__Required work__: Would you please output the lines from the one holding "6 2 6-2v14l-6" to the end of the entries, exactly and with no others?

__Raw data__:
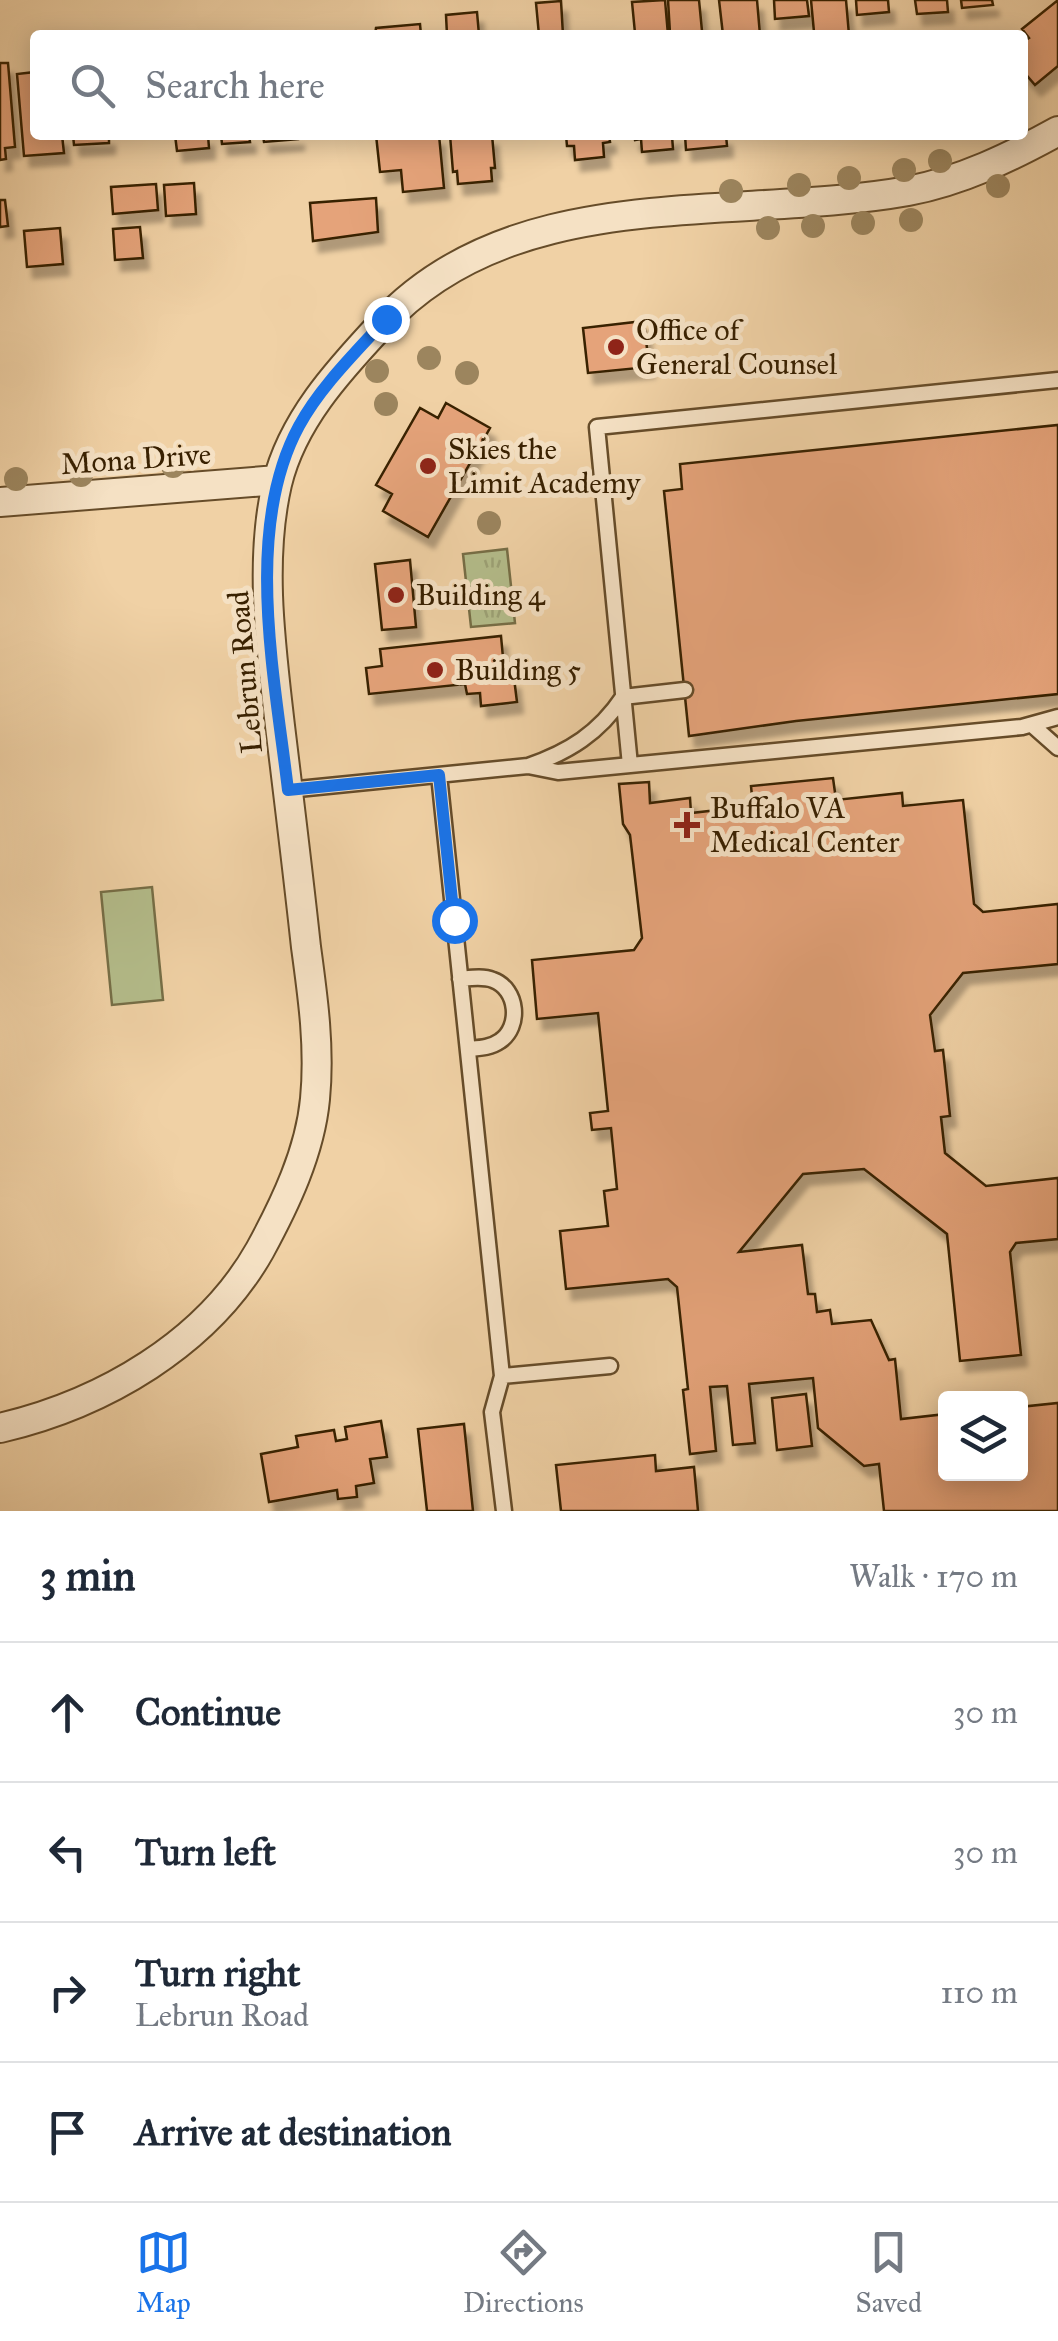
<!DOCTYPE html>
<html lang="en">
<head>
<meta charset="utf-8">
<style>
  body { margin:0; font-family:"IM FELL Great Primer",serif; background:#f6f6f7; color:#1f2937 }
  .controls { position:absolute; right:30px; bottom:30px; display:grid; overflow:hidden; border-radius:10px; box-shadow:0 5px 25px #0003 }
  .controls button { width:90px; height:90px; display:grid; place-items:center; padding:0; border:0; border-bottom:2px solid #e0e1e3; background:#fff; color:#1f2937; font:50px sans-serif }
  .stop { position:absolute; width:30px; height:30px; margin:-22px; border:8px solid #1a73e8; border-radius:50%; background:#fff }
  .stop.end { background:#1a73e8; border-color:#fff; box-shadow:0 2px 10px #0008 }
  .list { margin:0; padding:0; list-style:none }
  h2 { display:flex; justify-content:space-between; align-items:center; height:130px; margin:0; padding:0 40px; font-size:42px }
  h2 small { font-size:32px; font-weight:400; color:#747a83 }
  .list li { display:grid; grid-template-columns:65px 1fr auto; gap:30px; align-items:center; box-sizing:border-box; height:140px; padding:0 40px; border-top:2px solid #e0e1e3 }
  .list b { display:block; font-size:38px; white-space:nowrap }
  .list p { margin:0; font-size:32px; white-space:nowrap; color:#747a83 }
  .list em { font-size:32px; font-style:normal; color:#747a83 }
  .icon { flex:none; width:55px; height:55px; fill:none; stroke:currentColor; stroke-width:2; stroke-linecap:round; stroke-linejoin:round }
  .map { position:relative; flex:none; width:1058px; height:1511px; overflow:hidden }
  .search { position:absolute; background:#fff; box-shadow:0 5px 25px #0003; left:30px; right:30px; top:30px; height:110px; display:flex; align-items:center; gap:25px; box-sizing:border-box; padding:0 35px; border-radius:10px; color:#747a83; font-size:38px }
  .sheet { height:690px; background:#fff }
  nav { display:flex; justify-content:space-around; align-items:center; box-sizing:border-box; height:140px; border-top:2px solid #e0e1e3; background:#fff; font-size:28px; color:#747a83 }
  nav a { display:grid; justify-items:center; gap:5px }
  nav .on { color:#1a73e8 }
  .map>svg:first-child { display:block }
  .grass { fill:url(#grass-tufts); stroke:#766e46; stroke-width:2.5 }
  .pitch { fill:#b4bd8b; stroke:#766e46; stroke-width:2.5 }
  .building { fill:#e5a37a; stroke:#382000; stroke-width:2.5; filter:url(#shadow) }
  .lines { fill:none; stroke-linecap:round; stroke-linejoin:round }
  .lane-casing { stroke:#664c29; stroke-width:19 }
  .street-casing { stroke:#664c29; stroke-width:32 }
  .lane { stroke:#f5e1c4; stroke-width:14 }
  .street { stroke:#f5e1c4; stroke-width:28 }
  .tree { fill:#9c855e }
  .route { stroke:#1a73e8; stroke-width:12 }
  .poi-dot { fill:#8f2418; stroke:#f5e1c4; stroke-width:4 }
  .labels { text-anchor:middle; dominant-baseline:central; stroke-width:10; stroke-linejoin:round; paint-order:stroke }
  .poi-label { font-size:30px; fill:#382000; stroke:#f5e1c4; text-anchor:start }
  .street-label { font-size:30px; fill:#382000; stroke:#f5e1c4 }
</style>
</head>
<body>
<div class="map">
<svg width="1058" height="1511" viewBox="0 0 1058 1511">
  <defs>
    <pattern id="grass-tufts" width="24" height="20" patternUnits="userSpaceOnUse" patternTransform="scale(2.5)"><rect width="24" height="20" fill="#b4bd8b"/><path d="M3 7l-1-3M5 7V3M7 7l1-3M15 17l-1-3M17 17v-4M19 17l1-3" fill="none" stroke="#9ca276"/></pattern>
    <filter id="shadow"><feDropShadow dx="6" dy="11" stdDeviation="2.5" flood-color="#0004"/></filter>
  </defs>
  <rect width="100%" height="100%" fill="#f0d1a5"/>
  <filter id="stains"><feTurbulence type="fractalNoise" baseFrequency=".002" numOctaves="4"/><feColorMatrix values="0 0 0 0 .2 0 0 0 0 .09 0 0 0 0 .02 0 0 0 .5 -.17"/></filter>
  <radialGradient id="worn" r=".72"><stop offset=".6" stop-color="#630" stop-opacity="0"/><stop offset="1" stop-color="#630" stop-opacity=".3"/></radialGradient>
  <!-- grass -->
  <path class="grass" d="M 507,549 L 515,623 L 471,627 L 463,554 Z"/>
  <!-- pitch -->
  <path class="pitch" d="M 152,887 L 163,1000 L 112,1005 L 101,892 Z"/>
  <!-- building -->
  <path class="building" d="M 665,0 L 668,35 L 654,35 L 654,32 L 635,33 L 632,2 Z
    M 668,0 L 699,0 L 702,31 L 670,33 Z
    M 719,0 L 757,0 L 760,35 L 723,35 Z
    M 774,0 L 807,0 L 809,16 L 775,19 Z
    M 811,0 L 846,0 L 849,35 L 814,32 Z
    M 856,0 L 888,0 L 889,12 L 857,15 Z
    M 915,0 L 947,0 L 948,12 L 917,14 Z
    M 961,0 L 992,0 L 993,5 L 962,8 Z
    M 1058,0 L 1058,66 L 1035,85 L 1023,71 L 1023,42 L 1029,38 L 1022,29 Z
    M 561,1 L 563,35 L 539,35 L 536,3 Z
    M 477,12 L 479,35 L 447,35 L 446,15 Z
    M 420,24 L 421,35 L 375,35 L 376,28 Z
    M 0,63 L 8,63 L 15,147 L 5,148 L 6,159 L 0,160 Z
    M 35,72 L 35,135 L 62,135 L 64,153 L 24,156 L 17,74 Z
    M 73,135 L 109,135 L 109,143 L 74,145 Z
    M 175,135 L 208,135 L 209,148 L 177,151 Z
    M 221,135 L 249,135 L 250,142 L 222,144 Z
    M 263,135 L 298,135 L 298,139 L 264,142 Z
    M 376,135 L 439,135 L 444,188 L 403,192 L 401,170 L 380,172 Z
    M 450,135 L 492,135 L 495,168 L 491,168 L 492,181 L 458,184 L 457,171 L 453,172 Z
    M 566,135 L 609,135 L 610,142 L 603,143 L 604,157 L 575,160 L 574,146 L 567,146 Z
    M 634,135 L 678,135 L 672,136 L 673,149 L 642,152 L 641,139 L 635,140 Z
    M 685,135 L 726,135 L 727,146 L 686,150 Z
    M 194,183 L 196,214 L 166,216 L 164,185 Z
    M 156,184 L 158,210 L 113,214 L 111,187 Z
    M 376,198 L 378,232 L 313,241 L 310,203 Z
    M 0,200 L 5,200 L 8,226 L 0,227 Z
    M 140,227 L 143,258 L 115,260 L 113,229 Z
    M 60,228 L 63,264 L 27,267 L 24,231 Z
    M 644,321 L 649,367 L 588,373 L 583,328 Z
    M 446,403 L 490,428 L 428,537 L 383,511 L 392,494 L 376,485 L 420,408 L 438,418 Z
    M 1058,425 L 1058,694 L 796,721 L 689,736 L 664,491 L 682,489 L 680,464 Z
    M 410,560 L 416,627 L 382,630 L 375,564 Z
    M 501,636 L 505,679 L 514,678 L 517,702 L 481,706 L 480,693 L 467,694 L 465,684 L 369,694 L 366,668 L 382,666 L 380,649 Z
    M 833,778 L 836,800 L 902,793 L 903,806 L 963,800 L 974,904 L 983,912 L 1058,904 L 1058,964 L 963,973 L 930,1015 L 935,1051 L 943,1050 L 950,1116 L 941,1117 L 945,1153 L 986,1186 L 1058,1178 L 1058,1239 L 1016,1243 L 1010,1252 L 1021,1355 L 960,1361 L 947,1234 L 864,1169 L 803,1174 L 739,1252 L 802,1245 L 808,1294 L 815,1294 L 817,1312 L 830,1310 L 832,1324 L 871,1320 L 889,1360 L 895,1359 L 901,1419 L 946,1414 L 946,1474 L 1020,1474 L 1020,1407 L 1058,1403 L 1058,1511 L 884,1511 L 879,1464 L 864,1466 L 818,1428 L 813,1378 L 749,1384 L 755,1443 L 733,1445 L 727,1386 L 710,1387 L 716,1451 L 690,1454 L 683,1390 L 688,1389 L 677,1287 L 668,1279 L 566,1289 L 560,1231 L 608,1226 L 604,1191 L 617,1189 L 611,1128 L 592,1130 L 590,1113 L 608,1111 L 598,1013 L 537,1019 L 532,960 L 634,950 L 642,938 L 630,835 L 623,824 L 619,784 L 649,782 L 650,803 L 690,798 L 691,813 L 753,806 L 751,786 Z
    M 806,1394 L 812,1446 L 777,1450 L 772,1398 Z
    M 381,1421 L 387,1457 L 370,1459 L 374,1483 L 356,1486 L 357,1497 L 338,1499 L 337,1490 L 269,1502 L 261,1454 L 298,1447 L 296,1436 L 334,1430 L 336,1441 L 347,1439 L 345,1427 Z
    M 464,1424 L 473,1511 L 427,1511 L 418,1429 Z
    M 655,1455 L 656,1471 L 694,1467 L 698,1511 L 561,1511 L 556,1465 Z"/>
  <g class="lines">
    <!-- lane casing -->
    <g class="lane-casing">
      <path id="lane" d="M 1032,725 L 1058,748
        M 630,765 L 597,427 L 1058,380
        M 528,766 L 558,772 L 1022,727 L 1058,717
        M 439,775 L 502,1376 L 492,1412 L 504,1511
        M 288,790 L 528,766 C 569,752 599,733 623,697 L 685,690
        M 460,979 C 471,978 483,976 493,980 C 518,989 521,1027 500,1041 C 490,1048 479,1048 468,1049
        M 502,1376 L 610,1366"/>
    </g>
    <!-- street casing -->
    <g class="street-casing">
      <path id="street" d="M 0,502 L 278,480
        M 0,1428 C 103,1404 207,1344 260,1250 C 285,1204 310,1152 315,1099 C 320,1048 313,998 306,947 C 298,873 289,800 280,726 C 271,647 259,562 277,484 C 292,421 338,371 381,325 C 514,180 735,222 908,191 C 961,181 1011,157 1058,131"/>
    </g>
    <!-- lane -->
    <use href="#lane" class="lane"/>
    <!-- street -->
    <use href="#street" class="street"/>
  </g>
  <!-- trees -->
  <g class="tree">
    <circle cx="940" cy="161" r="12"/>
    <circle cx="904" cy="170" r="12"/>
    <circle cx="849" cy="178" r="12"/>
    <circle cx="799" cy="185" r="12"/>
    <circle cx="998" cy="186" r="12"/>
    <circle cx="731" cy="191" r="12"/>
    <circle cx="911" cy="220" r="12"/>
    <circle cx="863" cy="223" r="12"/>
    <circle cx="813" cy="226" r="12"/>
    <circle cx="768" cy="228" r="12"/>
    <circle cx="429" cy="358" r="12"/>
    <circle cx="377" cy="371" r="12"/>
    <circle cx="467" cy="373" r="12"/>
    <circle cx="386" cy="404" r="12"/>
    <circle cx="173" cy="466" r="12"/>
    <circle cx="81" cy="475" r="12"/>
    <circle cx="16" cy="479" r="12"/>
    <circle cx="489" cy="523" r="12"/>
  </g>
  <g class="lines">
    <!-- route -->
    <path class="route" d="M 386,319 C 356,352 320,387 299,426 C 243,529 275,679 288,790 L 439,775 L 454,920"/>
  </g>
  <!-- markers -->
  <g class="poi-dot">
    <circle cx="616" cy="347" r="10"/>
    <circle cx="428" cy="466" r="10"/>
    <circle cx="396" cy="595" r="10"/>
    <circle cx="435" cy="670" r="10"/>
    <path d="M682 810h10v10h10v10h-10v10h-10v-10h-10v-10h10z"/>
  </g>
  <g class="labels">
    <!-- poi labels -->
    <g class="poi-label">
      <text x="636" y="330">Office of<tspan x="636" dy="34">General Counsel</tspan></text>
      <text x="448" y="449">Skies the<tspan x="448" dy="34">Limit Academy</tspan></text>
      <text x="416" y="595">Building 4</text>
      <text x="455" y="670">Building 5</text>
      <text x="710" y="808">Buffalo VA<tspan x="710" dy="34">Medical Center</tspan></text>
    </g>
    <!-- street labels -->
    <g class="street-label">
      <text transform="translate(136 459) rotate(-4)">Mona Drive</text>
      <text transform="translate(245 672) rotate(-95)">Lebrun Road</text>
    </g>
  </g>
  <rect width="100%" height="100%" filter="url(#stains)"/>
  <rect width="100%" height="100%" fill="url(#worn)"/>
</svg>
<div class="controls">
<button><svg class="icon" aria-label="layers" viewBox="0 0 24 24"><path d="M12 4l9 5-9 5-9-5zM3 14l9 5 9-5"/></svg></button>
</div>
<div class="stop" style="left:454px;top:920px"></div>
<div class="stop end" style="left:386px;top:319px"></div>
<div class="search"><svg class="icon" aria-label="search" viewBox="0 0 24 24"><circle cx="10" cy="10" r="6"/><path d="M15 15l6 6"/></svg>Search here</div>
</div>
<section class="sheet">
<h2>3 min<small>Walk · 170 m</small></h2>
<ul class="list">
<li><svg class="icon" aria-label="ahead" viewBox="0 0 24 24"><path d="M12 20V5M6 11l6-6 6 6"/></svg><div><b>Continue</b></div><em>30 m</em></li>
<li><svg class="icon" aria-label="left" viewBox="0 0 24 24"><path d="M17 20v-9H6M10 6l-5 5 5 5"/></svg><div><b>Turn left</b></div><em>30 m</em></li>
<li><svg class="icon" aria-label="right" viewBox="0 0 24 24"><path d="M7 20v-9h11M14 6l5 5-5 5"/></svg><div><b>Turn right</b><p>Lebrun Road</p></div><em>110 m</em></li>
<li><svg class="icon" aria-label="arrive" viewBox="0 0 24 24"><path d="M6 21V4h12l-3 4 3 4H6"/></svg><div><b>Arrive at destination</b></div></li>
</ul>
</section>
<nav>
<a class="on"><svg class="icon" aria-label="map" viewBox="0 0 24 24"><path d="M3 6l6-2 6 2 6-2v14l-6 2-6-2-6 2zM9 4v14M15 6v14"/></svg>Map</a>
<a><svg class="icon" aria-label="directions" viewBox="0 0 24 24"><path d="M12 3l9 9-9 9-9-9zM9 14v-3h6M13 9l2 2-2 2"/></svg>Directions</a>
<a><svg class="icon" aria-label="saved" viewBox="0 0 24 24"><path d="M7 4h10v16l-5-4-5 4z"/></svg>Saved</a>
</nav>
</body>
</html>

__Solution__:
<a class="on"><svg class="icon" aria-label="map" viewBox="0 0 24 24"><path d="M3 6l6-2 6 2 6-2v14l-6 2-6-2-6 2zM9 4v14M15 6v14"/></svg>Map</a>
<a><svg class="icon" aria-label="directions" viewBox="0 0 24 24"><path d="M12 3l9 9-9 9-9-9zM9 14v-3h6M13 9l2 2-2 2"/></svg>Directions</a>
<a><svg class="icon" aria-label="saved" viewBox="0 0 24 24"><path d="M7 4h10v16l-5-4-5 4z"/></svg>Saved</a>
</nav>
</body>
</html>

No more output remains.